Ann in Arlington said:


> The very first Kindle was originally released at $399 and was sold out within minutes. When it came back the following late spring, it was $359.
> 
> And was worth every penny!
> 
> (The box was very cool, but the current 'minimalist' packaging is probably a more responsible choice.  )


I can't believe I paid that much and couldn't remember it!
My point being that for $399 its not surprising they threw in more goodies


----------



## Ann in Arlington

Chad Winters said:


> I can't believe I paid that much and couldn't remember it!
> My point being that for $399 its not surprising they threw in more goodies


Depends on what you mean by 'goodies'.

There was the SD card and more memory. . . .but I never came close to filling it.

It did have sound -- but I also basically never used it -- all it did was act as a rudimentary mp3 player as I recall.

You could replace the battery yourself pretty easily -- but I had mine for over 2 years and never had to do that either.

And it had the fancy box. . . . which was probably a tiny fraction of the cost but it was a new thing and they did want to make it SHINY! 

Mostly -- I expect the original price was based a lot on HUGE sunk development costs.

Still, good as the Original Kindle was, I'd say all in all, the current devices are Much MUCH better for Way LESS money. And have fewer 'features' that I don't care about. So I'm happy they're cheaper.


----------



## Chad Winters

I agree they have gotten much cheaper and better since my original one, to be clear I was answering a complaint about the current minimalist approach where Amazon doesn't supply chargers or cords with new Kindles. 

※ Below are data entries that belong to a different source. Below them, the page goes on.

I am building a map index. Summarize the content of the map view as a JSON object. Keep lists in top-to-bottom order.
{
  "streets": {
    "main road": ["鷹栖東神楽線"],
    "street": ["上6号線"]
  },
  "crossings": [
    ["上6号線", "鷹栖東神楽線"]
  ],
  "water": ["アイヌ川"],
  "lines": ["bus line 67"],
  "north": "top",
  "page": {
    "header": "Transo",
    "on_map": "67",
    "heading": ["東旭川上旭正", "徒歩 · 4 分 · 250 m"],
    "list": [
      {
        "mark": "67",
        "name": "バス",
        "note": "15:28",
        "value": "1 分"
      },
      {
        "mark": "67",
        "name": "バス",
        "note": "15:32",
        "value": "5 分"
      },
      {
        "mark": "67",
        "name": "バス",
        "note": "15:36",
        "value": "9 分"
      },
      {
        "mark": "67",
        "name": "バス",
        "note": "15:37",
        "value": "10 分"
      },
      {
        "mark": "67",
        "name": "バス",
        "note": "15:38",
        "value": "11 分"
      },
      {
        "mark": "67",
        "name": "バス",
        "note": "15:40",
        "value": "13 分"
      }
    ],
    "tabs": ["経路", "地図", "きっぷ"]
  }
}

I'm ok with that given that new Kindles are better, faster and 1/3 the price of the original and those chargers and cords are ubiquitous (I have a box of them at home from mp3 players, headsets, phones, etc.)

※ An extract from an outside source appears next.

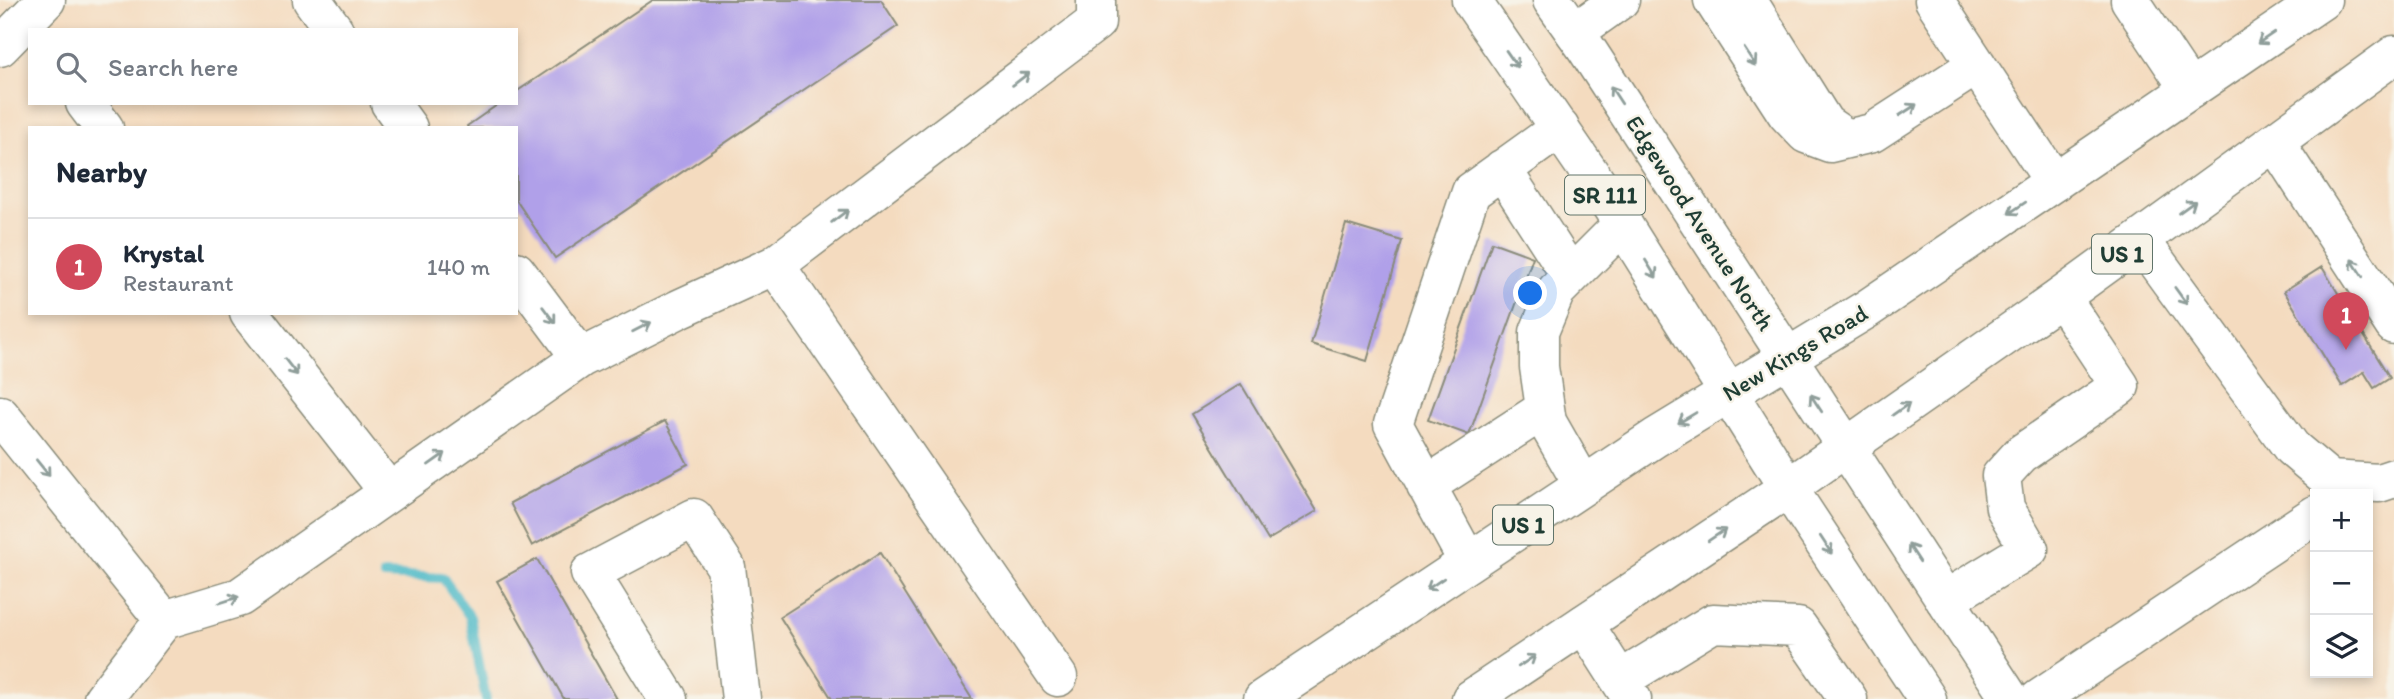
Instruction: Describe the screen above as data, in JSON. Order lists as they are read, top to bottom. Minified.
{"streets":{"main road":["SR 111","Edgewood Avenue North","US 1","New Kings Road"]},"crossings":[["SR 111","Edgewood Avenue North"],["SR 111","US 1"],["SR 111","New Kings Road"],["Edgewood Avenue North","US 1"],["Edgewood Avenue North","New Kings Road"]],"page":{"search":"Search here","heading":"Nearby","list":[{"mark":"1","name":"Krystal","note":"Restaurant","value":"140 m"}],"pins":"1","map_buttons":["+","−"]}}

(off topic, does anybody know why 1/2 the books in my bookshelf signature thing aren't showing up?)


----------



## musclehead

imallbs said:


> 3g isn't released yet
> 
> I signed up to be notified. I don't know if I'll get it though. It doesn't have the main things I want. But a better light and a better screen are hard to pass up. I'll might get it. I've always ordered the new one as soon as it is available. It might feel weird not ordering. I don't want to feel weird. I'll probably get it. It's a good chance I will. The improvements will probably be worth it. When I get the email, I can check it out and make a decision then. I can always preorder then cancel if I don't want it. Not that I would cancel, but I could. It's good to keep options open. I don't want a repeat of the K1 - selling out before I could order thing. It's probably best to go ahead and preoder. Just in case I want it. I can cancel, if I think about it before it ships. That's probably best. That's what I'll do. Order and think about it. Maybe get it and see if it's worth the money. That's really the best thing. Check it out then decide. That's what I'll do, it's the best way.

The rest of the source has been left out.